> **RECORDS SHOWN**
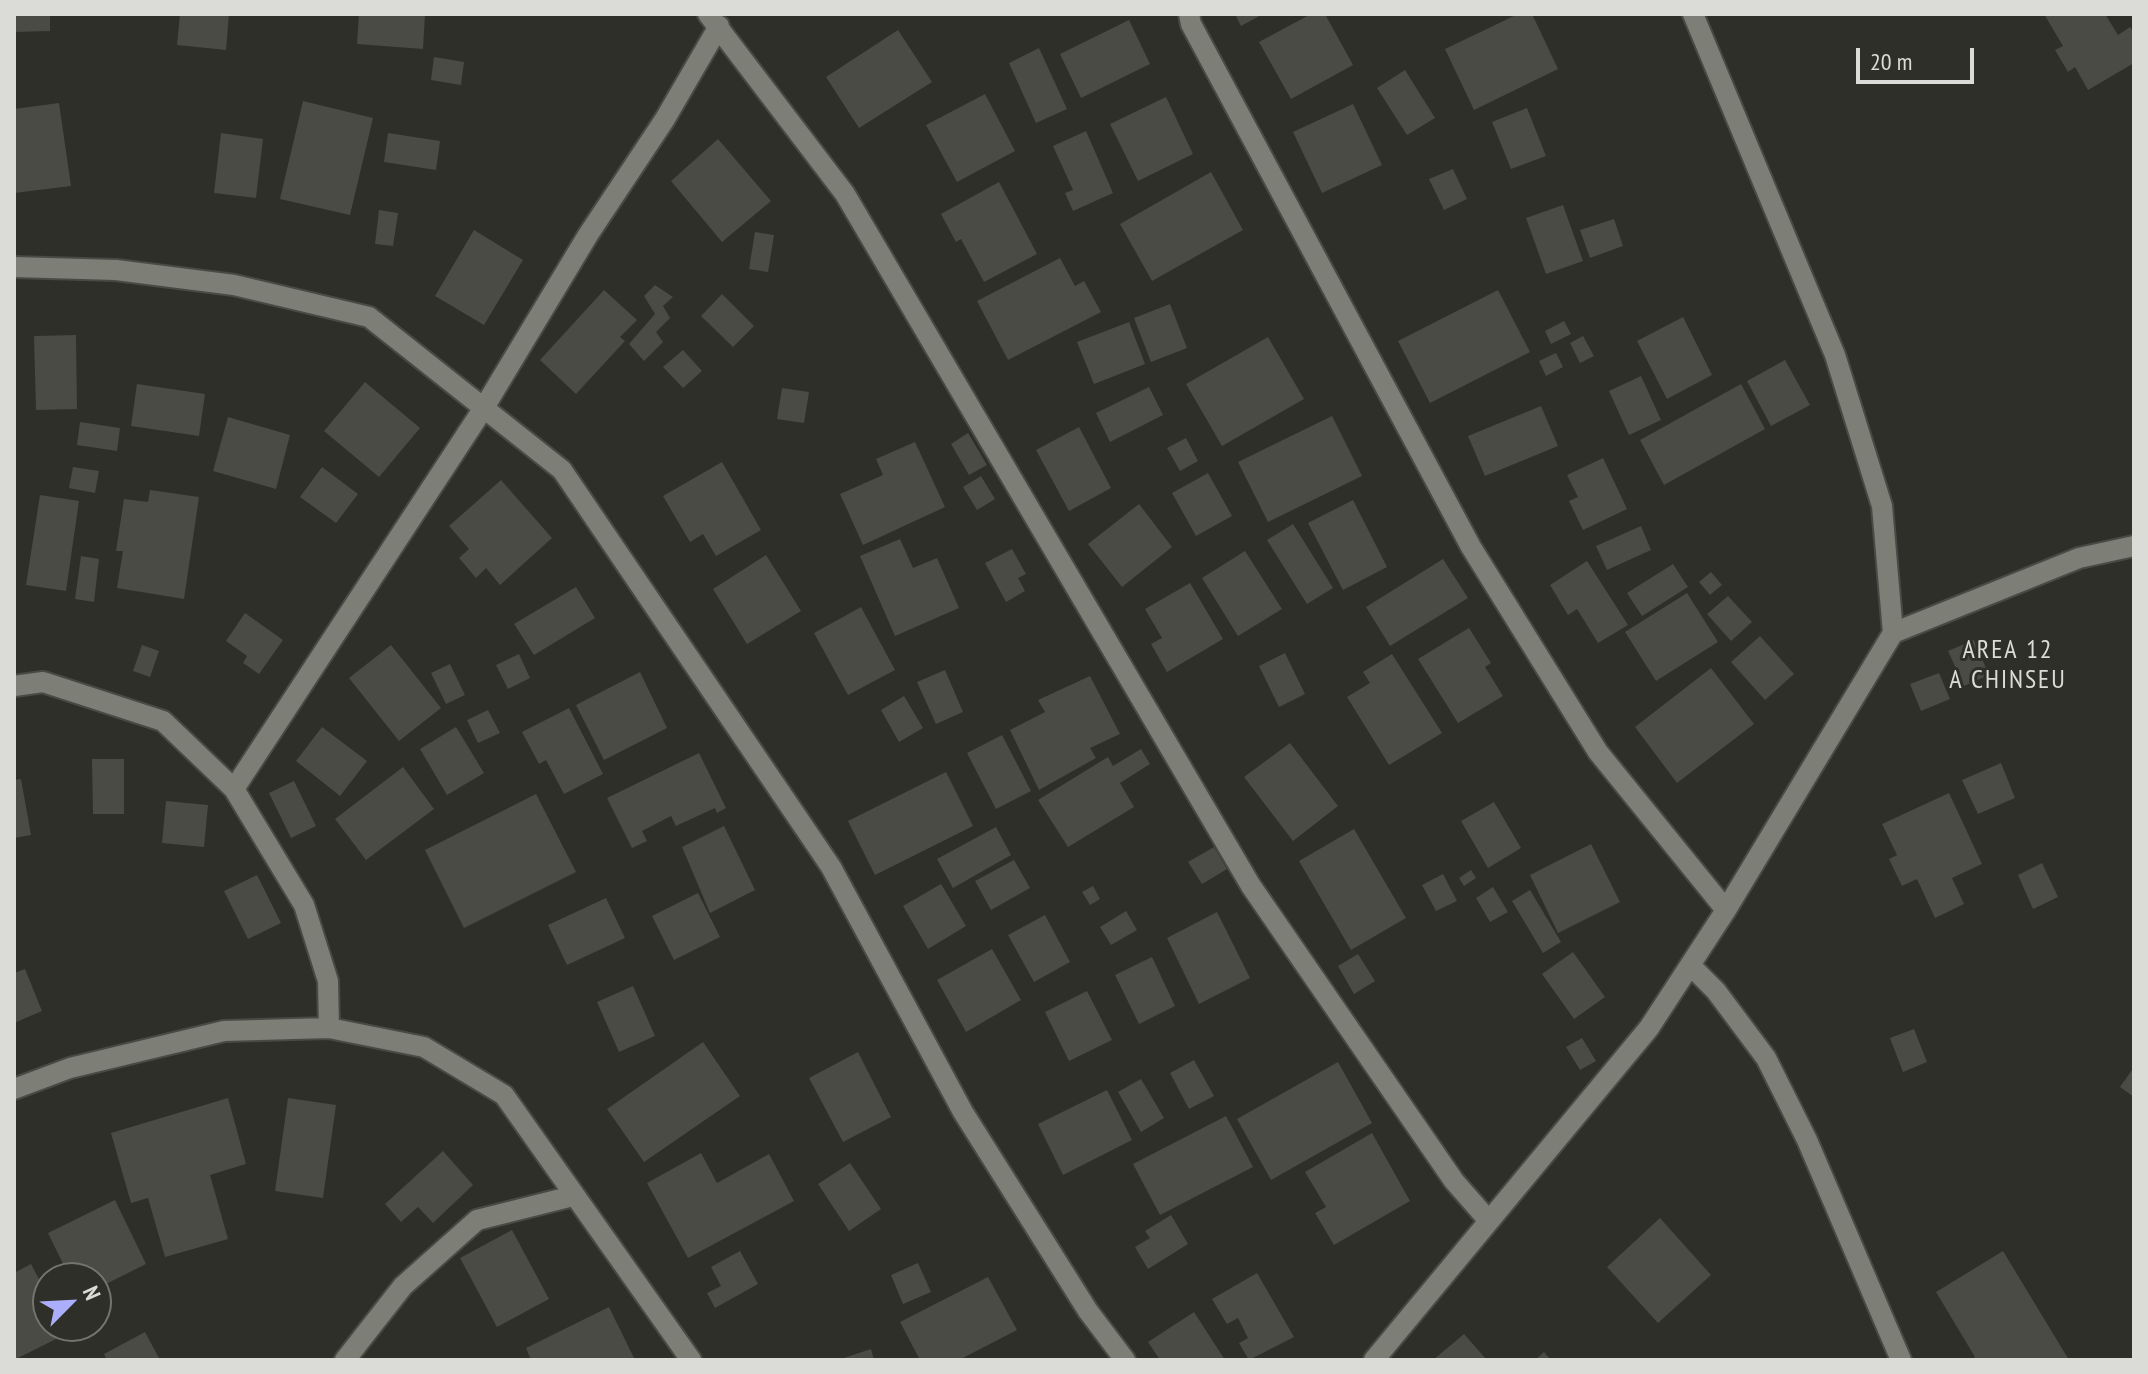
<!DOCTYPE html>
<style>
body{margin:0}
#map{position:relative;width:2148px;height:1374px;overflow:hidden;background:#2e2f28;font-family:"PT Sans Narrow",sans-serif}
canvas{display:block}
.frame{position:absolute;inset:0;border:16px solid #dbdcd7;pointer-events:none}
.north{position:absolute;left:32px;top:1262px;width:80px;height:80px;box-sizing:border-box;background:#2e2f28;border:2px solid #73746e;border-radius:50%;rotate:66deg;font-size:22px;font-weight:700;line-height:32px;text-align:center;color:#dbdcd7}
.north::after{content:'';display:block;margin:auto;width:28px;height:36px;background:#abaffb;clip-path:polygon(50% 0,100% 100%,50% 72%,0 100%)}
.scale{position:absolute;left:1856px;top:48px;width:118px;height:36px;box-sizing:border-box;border:4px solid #dbdcd7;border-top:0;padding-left:10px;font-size:24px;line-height:28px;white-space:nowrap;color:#dbdcd7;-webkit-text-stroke:6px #2e2f28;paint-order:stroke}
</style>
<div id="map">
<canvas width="2148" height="1374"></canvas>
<div class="frame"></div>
<div class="north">N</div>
<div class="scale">20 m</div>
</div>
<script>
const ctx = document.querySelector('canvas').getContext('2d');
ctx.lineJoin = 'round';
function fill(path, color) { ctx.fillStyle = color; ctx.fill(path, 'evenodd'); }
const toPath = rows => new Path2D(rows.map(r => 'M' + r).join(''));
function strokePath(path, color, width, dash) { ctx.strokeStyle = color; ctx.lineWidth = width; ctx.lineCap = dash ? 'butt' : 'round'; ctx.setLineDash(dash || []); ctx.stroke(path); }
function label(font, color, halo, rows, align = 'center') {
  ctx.font = font + ' "PT Sans Narrow",sans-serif'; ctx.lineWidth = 6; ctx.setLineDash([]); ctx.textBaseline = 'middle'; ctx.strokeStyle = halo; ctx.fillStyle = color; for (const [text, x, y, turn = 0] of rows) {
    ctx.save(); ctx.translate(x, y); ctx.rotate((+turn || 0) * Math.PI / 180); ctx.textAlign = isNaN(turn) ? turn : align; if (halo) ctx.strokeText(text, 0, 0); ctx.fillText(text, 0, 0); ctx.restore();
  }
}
fill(toPath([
 [14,14,50,14,50,31,14,32],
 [180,14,229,14,226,50,177,45],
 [359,14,425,14,423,49,357,44],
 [1235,14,1263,14,1241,26],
 [1311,14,1325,14,1353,65,1291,99,1259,42],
 [1518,14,1532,14,1558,69,1474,110,1445,49],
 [2044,14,2105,14,2118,35,2130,27,2134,33,2134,63,2088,90,2075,67,2068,72,2055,50,2063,46],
 [1129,20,1150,64,1081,98,1060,54],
 [898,30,932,82,859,128,826,77],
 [1039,48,1067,109,1036,123,1009,63],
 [434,57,464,62,461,85,431,80],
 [1405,70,1435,118,1407,135,1377,88],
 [985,94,1015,151,957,182,926,125],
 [1166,97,1193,154,1138,181,1110,124],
 [303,101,373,118,350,215,280,199],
 [59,103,71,186,14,193,14,109],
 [1353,104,1382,165,1322,193,1293,132],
 [1527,108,1546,156,1511,169,1492,122],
 [1086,131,1113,193,1073,211,1065,193,1073,190,1053,146],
 [221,133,263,139,256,198,214,193],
 [388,133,440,141,436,170,384,162],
 [718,139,771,201,722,242,671,181],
 [1453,169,1467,199,1444,210,1429,179],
 [1211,172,1243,230,1152,281,1120,224],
 [999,182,1037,254,984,282,961,239,956,242,941,214],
 [1563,205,1583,261,1546,274,1526,218],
 [379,210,398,213,393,246,375,244],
 [1614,219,1623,246,1590,258,1580,230],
 [474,230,523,260,484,325,435,296],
 [755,232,774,235,768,272,749,269],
 [1060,258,1075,286,1084,281,1101,312,1008,360,977,301],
 [655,285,673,297,663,306,670,318,656,332,663,342,644,361,629,344,655,314,644,296],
 [604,290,637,320,620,337,625,341,576,394,540,360],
 [1498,290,1530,352,1430,403,1398,341],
 [722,294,754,326,733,347,701,316],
 [1170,304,1187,348,1151,362,1134,318],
 [1683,317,1712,375,1667,399,1637,341],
 [1564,321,1571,334,1551,344,1545,331],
 [1129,322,1145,364,1094,384,1077,342],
 [76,335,77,409,36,410,34,336],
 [1583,336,1594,356,1580,363,1570,343],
 [1268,337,1304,399,1222,446,1186,384],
 [683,350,702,371,683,388,663,367],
 [1556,353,1563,367,1546,376,1539,361],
 [1785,360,1810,405,1771,426,1747,381],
 [1641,376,1661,420,1629,435,1609,391],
 [365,382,420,428,379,477,324,431],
 [137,384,205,394,199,436,131,426],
 [1741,384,1765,429,1664,485,1640,440],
 [1149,387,1163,415,1110,442,1096,413],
 [782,388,809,392,804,423,777,419],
 [1541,406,1558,446,1485,476,1468,436],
 [1332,416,1362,476,1268,522,1238,462],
 [228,417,290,435,276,489,213,471],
 [80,422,120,428,117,451,77,445],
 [1079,427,1111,488,1069,511,1036,450],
 [968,433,987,465,969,475,951,444],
 [1186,438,1198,461,1180,471,1167,448],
 [915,442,945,507,863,545,840,494,883,475,876,459],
 [1603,458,1627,509,1583,530,1569,501,1578,497,1567,475],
 [722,462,761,530,716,556,703,534,690,542,663,496],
 [73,467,99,471,95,493,69,488],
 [322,467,358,494,336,523,300,497],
 [1208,473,1232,516,1196,536,1172,493],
 [981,476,995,499,977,510,963,487],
 [501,480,552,538,500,585,486,568,476,578,459,558,469,549,449,526],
 [150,490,199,497,184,599,117,588,123,551,116,551,124,499,148,502],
 [40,495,79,501,66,591,26,585],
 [1353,500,1387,567,1343,590,1308,523],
 [1139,504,1172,547,1122,587,1088,544],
 [1293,524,1333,588,1307,604,1267,540],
 [1641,526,1651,550,1607,570,1596,546],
 [900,539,913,568,937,558,959,608,895,636,860,556],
 [1012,549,1026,574,1018,578,1025,591,1006,602,985,563],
 [1245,551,1282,609,1238,636,1202,578],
 [766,555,801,611,747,644,713,589],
 [81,556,99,559,94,602,75,599],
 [1443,559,1468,598,1390,646,1366,607],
 [1587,561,1628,625,1598,643,1577,609,1568,615,1550,585],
 [1673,564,1688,587,1642,616,1627,593],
 [1711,572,1722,585,1710,595,1699,582],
 [1190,583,1223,639,1167,672,1151,644,1162,638,1145,609],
 [576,587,595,618,534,655,514,624],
 [1687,593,1718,642,1656,681,1625,632],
 [1728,596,1752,622,1731,641,1707,614],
 [861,607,895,670,848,695,814,633],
 [245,613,283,640,259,674,243,663,247,656,226,641],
 [1469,628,1491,663,1485,667,1503,696,1458,723,1418,659],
 [1760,636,1794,674,1765,700,1731,662],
 [1974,640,1989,675,1964,686,1948,651],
 [142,645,159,651,150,677,133,671],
 [391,645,441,708,399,741,349,678],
 [1285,653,1305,694,1279,707,1259,666],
 [519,654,530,678,508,689,496,665],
 [1392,654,1442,733,1389,765,1347,697,1370,683,1363,672],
 [450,664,465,695,446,704,431,673],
 [1711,668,1754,724,1677,783,1635,727],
 [945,670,963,712,936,724,917,682],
 [640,672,667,728,604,760,576,705],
 [1939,673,1950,699,1921,711,1910,684],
 [1090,676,1120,734,1090,748,1096,758,1039,790,1010,730,1045,712,1038,700],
 [904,696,923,728,899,742,881,710],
 [569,708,603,774,564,794,546,760,539,764,522,732],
 [488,710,500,733,478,743,467,720],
 [322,727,367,761,340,796,296,761],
 [456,727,484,773,447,795,420,749],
 [1002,735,1031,791,996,809,967,753],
 [1290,743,1338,806,1293,841,1244,777],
 [1141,749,1150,764,1120,783,1134,807,1068,847,1038,800,1108,757,1113,766],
 [699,753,726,808,717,813,715,808,676,826,671,816,642,831,647,841,632,848,607,798],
 [92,759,124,759,124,814,93,814],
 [2001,763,2015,798,1978,814,1962,780],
 [403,767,434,809,366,860,335,819],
 [946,772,973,826,875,875,848,821],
 [21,779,31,835,14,838,14,780],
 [294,781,316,826,291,838,269,793],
 [1949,793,1982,864,1952,878,1964,904,1935,918,1917,879,1902,886,1889,859,1897,855,1882,824],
 [536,794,576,872,464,928,425,850],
 [166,801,208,805,204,847,162,843],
 [1494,802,1521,848,1488,868,1461,821],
 [724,826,755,890,710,913,682,847],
 [996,827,1011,855,953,888,937,859],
 [1354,829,1406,918,1351,950,1299,861],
 [1591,844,1620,902,1558,933,1530,875],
 [1214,847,1227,869,1202,884,1188,862],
 [1014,860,1030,888,991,910,975,881],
 [2042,863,2058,897,2033,909,2018,875],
 [1471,870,1476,878,1464,886,1459,878],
 [1443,874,1457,901,1436,911,1422,885],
 [257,875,281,923,248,939,224,891],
 [941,884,966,926,928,949,903,906],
 [1093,886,1100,899,1090,905,1082,892],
 [1493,887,1508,912,1490,922,1476,898],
 [1530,890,1561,942,1543,953,1512,901],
 [698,893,720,937,674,960,652,916],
 [606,898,625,938,567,965,548,925],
 [1126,911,1137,930,1111,945,1100,927],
 [1217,912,1250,978,1199,1004,1167,938],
 [1045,915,1070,962,1034,982,1008,935],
 [992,949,1021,1000,966,1032,937,980],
 [1573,952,1605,997,1574,1019,1542,974],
 [1358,954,1375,981,1354,994,1338,966],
 [1152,957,1175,1006,1139,1024,1115,975],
 [25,969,42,1011,14,1023,14,973],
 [633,986,655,1036,619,1052,597,1002],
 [1087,991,1112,1040,1069,1061,1045,1012],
 [1914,1029,1927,1062,1903,1072,1890,1038],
 [1582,1038,1596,1061,1580,1070,1566,1047],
 [703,1042,740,1096,644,1162,607,1109],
 [858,1052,891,1117,843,1142,809,1078],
 [1194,1060,1214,1096,1189,1109,1170,1073],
 [1338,1062,1372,1123,1271,1180,1237,1119],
 [2134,1067,2134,1097,2120,1087],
 [1141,1079,1164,1118,1141,1132,1118,1092],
 [1107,1090,1132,1140,1063,1175,1038,1124],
 [228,1098,246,1164,210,1175,228,1239,165,1257,148,1198,131,1203,111,1133],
 [288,1098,336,1105,323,1198,275,1191],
 [1226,1116,1253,1167,1160,1215,1133,1164],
 [1372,1133,1410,1201,1334,1245,1315,1213,1326,1207,1305,1172],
 [443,1151,473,1185,433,1223,418,1207,401,1222,385,1204],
 [701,1153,717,1183,769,1154,794,1201,688,1258,647,1183],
 [850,1163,881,1209,849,1231,818,1184],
 [115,1200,146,1264,96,1289,96,1278,70,1278,48,1233],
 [1171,1215,1188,1244,1148,1269,1135,1247,1150,1238,1145,1231],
 [1660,1218,1711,1275,1658,1323,1607,1267],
 [512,1230,549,1299,497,1327,460,1258],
 [740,1251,758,1284,715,1308,707,1293,721,1286,711,1267],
 [2003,1251,2069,1360,1970,1360,1975,1357,1936,1292],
 [918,1263,931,1292,903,1304,891,1275],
 [31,1264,48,1296,48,1326,64,1326,68,1333,14,1360,14,1273],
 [1257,1273,1294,1337,1249,1360,1239,1343,1248,1338,1238,1318,1227,1324,1212,1299],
 [988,1277,1017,1330,959,1360,920,1360,900,1322],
 [609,1307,635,1360,531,1360,526,1348],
 [1194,1312,1225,1360,1160,1360,1148,1342],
 [145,1332,160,1360,107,1360,104,1354],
 [1464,1334,1487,1360,1433,1360],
 [871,1349,874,1360,841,1360,841,1359],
 [1544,1352,1551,1360,1535,1360]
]), '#4a4b44');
const minor = toPath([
 [708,14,845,194,1251,886,1454,1181,1489,1221],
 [1189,14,1191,24,1471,547,1598,752,1726,910],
 [14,267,116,270,234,285,369,317,562,470,831,867,963,1112,1088,1311,1125,1360],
 [1893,633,2079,558,2134,546],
 [14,686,43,682,163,721,234,789,304,905,328,981,329,1028],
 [234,789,485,406,588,235,665,119,719,26],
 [1691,966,1716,991,1766,1058,1807,1140,1901,1360],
 [14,1089,70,1068,224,1031,329,1028,424,1047,504,1095,691,1360],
 [345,1360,403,1286,477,1220,573,1196],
 [1374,1360,1649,1028,1726,910,1893,633,1882,506,1835,355,1693,14]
]);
strokePath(minor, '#494a44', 24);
strokePath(minor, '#7d7e76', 20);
ctx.letterSpacing = '2px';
label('26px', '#dbdcd7', '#2e2f28', [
 ["AREA 12",2008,651],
 ["A CHINSEU",2008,681]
]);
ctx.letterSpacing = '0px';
</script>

> **ABOUT THIS TASK**
From the entries above, restate word for word the lines from the line containing "const toPath = rows" to the line containing "function strokePath(path, color, width, dash)", both ends included, and nothing more.

> **ANSWER FOR THE TASK**
const toPath = rows => new Path2D(rows.map(r => 'M' + r).join(''));
function strokePath(path, color, width, dash) { ctx.strokeStyle = color; ctx.lineWidth = width; ctx.lineCap = dash ? 'butt' : 'round'; ctx.setLineDash(dash || []); ctx.stroke(path); }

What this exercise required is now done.